Please find all lines containing "Math" in the listing below and copy them.

- Data:
....................
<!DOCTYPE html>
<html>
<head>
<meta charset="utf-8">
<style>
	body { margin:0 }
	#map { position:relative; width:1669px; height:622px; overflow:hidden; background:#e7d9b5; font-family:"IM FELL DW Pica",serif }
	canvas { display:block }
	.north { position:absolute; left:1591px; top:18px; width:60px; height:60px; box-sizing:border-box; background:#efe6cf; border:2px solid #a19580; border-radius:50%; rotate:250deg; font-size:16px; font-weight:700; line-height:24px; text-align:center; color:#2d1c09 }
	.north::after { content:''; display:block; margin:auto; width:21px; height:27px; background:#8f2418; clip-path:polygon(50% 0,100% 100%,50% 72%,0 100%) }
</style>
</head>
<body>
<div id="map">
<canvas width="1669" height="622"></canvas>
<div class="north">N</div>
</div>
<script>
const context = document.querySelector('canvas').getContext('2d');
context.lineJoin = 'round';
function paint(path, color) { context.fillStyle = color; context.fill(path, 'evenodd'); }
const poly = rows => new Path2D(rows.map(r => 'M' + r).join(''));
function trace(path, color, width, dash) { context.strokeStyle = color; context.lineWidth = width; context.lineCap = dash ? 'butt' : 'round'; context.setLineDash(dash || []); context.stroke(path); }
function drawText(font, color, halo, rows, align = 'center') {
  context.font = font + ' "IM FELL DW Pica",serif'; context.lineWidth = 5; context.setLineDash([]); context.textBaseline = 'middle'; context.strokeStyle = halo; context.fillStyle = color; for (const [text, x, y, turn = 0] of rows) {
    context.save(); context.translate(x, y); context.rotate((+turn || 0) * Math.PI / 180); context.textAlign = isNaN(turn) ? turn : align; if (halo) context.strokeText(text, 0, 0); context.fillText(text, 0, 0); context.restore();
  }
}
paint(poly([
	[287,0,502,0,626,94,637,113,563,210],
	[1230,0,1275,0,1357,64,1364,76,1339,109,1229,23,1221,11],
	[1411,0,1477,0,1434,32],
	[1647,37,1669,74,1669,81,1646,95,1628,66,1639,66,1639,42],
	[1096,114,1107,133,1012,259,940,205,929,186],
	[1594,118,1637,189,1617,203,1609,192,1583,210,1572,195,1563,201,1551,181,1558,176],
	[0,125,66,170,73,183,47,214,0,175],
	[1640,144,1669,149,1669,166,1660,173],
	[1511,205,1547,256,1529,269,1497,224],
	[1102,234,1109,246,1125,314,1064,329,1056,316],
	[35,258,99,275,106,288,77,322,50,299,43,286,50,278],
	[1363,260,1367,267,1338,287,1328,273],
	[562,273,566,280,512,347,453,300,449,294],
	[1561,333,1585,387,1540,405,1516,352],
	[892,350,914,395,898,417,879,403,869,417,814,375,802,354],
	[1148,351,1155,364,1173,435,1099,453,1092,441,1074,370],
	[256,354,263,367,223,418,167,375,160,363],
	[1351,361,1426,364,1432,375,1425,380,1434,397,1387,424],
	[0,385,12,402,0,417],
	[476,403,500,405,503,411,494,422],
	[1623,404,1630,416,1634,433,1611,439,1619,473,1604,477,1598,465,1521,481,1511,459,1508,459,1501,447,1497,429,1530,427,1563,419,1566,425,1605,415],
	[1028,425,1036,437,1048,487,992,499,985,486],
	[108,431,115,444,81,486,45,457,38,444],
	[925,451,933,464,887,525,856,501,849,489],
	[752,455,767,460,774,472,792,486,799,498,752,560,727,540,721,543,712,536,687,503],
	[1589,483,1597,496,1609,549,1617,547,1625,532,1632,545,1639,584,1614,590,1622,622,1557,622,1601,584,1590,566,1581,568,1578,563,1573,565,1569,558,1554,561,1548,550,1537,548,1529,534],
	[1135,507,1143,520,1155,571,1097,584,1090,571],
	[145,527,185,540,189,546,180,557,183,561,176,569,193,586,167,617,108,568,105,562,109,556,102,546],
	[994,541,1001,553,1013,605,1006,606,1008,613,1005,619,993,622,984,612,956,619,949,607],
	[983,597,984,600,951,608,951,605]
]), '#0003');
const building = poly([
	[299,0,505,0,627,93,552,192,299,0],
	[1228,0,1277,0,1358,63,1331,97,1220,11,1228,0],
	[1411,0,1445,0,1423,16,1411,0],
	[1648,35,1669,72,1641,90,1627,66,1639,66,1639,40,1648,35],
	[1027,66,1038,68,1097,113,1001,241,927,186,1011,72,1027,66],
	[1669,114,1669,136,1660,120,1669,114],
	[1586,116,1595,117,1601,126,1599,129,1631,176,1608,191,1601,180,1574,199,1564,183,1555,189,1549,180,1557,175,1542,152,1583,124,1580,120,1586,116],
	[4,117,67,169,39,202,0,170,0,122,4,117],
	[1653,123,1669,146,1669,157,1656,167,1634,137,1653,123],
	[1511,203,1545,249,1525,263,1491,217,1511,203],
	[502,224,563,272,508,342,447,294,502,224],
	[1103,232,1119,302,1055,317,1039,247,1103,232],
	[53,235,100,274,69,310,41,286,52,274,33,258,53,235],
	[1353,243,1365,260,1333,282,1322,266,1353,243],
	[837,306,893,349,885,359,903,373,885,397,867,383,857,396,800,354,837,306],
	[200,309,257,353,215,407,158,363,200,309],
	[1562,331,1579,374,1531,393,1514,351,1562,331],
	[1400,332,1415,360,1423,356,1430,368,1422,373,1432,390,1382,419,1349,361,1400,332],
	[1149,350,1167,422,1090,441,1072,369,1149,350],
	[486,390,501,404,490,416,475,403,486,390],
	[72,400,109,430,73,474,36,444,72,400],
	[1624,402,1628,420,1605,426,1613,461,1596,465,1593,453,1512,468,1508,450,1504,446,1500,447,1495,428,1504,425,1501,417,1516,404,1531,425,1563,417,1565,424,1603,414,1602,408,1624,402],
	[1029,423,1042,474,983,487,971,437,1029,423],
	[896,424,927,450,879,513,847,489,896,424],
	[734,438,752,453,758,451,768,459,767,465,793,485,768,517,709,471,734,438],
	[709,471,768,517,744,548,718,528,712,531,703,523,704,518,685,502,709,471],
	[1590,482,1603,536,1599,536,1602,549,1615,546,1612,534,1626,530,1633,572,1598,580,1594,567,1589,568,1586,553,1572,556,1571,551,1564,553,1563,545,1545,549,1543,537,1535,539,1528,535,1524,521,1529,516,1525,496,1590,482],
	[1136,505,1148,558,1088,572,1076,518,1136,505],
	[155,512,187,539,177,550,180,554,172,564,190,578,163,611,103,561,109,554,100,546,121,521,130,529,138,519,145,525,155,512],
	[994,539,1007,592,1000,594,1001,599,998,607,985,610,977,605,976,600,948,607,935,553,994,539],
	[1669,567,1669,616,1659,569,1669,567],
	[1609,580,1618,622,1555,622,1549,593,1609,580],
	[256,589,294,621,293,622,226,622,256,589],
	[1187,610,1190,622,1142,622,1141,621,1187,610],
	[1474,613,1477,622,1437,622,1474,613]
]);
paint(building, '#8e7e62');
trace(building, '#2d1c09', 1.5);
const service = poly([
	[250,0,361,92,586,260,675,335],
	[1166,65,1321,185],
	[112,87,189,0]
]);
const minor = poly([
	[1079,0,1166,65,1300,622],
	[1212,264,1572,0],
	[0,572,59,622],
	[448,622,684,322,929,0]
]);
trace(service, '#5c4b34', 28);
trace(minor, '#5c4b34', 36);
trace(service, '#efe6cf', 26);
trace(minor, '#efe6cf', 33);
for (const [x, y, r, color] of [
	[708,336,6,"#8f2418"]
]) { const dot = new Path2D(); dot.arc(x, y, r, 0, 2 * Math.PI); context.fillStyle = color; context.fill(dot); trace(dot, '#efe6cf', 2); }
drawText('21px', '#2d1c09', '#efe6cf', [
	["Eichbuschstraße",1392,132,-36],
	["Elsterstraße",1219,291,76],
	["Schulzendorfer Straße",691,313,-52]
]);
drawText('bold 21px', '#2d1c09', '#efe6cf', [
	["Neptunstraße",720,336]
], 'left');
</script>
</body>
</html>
....................
- Result for this task:
    context.save(); context.translate(x, y); context.rotate((+turn || 0) * Math.PI / 180); context.textAlign = isNaN(turn) ? turn : align; if (halo) context.strokeText(text, 0, 0); context.fillText(text, 0, 0); context.restore();
]) { const dot = new Path2D(); dot.arc(x, y, r, 0, 2 * Math.PI); context.fillStyle = color; context.fill(dot); trace(dot, '#efe6cf', 2); }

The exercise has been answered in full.